* TASK OBJECTIVE:
Could you copy every line of the data that contains the word "names"?

* MATERIAL FOR THIS EXERCISE:
****
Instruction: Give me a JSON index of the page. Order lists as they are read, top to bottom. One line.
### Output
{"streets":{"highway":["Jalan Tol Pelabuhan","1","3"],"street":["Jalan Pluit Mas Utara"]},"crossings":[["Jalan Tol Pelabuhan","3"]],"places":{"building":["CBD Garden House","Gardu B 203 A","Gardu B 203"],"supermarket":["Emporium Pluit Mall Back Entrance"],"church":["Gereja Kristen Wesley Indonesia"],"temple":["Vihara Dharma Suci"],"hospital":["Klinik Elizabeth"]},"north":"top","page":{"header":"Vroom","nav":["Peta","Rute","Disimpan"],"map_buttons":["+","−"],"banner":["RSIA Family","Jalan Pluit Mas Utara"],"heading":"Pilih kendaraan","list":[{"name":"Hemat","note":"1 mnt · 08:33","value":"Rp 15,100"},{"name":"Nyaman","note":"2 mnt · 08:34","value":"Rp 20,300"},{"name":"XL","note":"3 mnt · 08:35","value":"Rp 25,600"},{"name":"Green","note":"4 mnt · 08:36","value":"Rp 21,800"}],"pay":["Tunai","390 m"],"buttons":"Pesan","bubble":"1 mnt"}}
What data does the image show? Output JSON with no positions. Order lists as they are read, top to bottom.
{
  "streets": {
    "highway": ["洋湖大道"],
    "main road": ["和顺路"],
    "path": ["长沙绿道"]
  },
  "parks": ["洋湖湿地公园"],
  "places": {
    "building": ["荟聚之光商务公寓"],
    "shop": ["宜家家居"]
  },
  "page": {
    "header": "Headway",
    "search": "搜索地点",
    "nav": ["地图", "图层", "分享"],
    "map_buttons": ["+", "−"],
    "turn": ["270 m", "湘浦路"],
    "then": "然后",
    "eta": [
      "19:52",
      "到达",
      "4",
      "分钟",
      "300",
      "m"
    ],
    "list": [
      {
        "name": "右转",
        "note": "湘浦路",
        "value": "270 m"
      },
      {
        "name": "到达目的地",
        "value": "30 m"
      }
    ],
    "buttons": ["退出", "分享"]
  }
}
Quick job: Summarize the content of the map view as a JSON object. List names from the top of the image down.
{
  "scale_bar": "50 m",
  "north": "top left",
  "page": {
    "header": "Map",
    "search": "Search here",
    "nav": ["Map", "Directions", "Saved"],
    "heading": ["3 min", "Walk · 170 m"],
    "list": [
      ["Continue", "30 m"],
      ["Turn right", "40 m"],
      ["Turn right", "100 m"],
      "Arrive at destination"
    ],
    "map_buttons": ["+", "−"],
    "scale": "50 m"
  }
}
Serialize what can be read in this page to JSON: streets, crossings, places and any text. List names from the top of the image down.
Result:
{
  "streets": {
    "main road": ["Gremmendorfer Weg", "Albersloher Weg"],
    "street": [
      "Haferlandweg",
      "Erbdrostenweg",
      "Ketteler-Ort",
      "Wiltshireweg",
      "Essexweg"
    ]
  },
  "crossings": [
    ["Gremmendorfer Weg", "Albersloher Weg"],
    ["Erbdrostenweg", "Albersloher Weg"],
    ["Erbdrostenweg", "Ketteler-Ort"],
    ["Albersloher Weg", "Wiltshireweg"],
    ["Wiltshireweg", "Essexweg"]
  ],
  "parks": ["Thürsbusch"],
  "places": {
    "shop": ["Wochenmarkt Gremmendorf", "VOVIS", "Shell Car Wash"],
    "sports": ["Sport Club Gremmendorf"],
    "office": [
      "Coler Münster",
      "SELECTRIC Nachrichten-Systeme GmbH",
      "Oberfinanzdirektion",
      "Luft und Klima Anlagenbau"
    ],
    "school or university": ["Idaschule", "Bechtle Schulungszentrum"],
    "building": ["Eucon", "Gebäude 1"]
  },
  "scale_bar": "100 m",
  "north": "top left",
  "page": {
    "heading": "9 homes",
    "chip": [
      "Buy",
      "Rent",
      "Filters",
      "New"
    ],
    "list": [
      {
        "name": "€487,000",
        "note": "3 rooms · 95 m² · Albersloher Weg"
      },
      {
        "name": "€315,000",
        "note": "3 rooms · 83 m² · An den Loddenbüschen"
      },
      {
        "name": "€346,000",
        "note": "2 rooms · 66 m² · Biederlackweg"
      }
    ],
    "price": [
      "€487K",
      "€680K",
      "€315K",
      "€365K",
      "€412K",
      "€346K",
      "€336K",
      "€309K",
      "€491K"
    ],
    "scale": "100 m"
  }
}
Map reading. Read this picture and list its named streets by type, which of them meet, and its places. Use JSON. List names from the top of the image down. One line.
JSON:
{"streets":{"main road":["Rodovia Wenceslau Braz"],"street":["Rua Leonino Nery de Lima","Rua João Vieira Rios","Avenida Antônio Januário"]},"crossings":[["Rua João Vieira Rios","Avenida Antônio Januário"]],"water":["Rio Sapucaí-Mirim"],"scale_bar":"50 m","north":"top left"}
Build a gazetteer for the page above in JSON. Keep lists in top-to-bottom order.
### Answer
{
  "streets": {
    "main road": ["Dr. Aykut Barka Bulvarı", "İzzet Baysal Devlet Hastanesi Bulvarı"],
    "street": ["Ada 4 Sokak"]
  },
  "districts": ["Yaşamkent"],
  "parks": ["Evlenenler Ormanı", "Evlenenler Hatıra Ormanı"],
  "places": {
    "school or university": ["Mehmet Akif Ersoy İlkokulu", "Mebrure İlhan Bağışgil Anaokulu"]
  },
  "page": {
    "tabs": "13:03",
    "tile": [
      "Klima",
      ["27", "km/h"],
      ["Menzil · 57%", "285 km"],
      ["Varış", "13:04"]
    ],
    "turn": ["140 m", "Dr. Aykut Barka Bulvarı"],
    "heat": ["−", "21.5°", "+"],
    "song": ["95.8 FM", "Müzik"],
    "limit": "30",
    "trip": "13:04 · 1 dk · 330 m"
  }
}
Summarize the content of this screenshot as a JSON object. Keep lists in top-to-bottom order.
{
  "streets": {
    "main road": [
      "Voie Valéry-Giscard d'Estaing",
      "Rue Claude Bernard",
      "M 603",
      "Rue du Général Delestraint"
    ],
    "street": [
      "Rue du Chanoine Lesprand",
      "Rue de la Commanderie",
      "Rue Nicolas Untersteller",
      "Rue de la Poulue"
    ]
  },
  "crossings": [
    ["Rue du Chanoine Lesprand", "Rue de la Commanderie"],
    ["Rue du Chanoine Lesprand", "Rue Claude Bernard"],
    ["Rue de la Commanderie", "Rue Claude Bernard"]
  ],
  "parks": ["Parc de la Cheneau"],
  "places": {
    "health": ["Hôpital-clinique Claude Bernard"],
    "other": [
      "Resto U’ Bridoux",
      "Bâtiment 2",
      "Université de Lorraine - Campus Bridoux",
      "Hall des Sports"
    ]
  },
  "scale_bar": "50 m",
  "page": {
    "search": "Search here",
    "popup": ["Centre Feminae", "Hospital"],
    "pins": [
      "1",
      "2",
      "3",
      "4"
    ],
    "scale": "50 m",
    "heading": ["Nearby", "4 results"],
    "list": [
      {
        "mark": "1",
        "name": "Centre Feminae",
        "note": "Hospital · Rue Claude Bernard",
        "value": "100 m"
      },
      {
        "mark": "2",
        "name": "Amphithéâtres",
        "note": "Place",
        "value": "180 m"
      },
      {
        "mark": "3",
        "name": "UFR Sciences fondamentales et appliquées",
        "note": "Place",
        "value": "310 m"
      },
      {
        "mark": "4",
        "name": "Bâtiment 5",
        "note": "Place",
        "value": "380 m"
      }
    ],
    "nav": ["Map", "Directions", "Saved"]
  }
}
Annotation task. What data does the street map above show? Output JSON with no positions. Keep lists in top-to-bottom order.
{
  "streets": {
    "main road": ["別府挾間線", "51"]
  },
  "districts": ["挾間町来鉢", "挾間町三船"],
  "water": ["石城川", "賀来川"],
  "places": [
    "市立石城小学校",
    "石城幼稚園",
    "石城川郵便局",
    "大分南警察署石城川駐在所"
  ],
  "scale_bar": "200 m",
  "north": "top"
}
****
* SOLVED PROBLEM:
Quick job: Summarize the content of the map view as a JSON object. List names from the top of the image down.
Serialize what can be read in this page to JSON: streets, crossings, places and any text. List names from the top of the image down.
Map reading. Read this picture and list its named streets by type, which of them meet, and its places. Use JSON. List names from the top of the image down. One line.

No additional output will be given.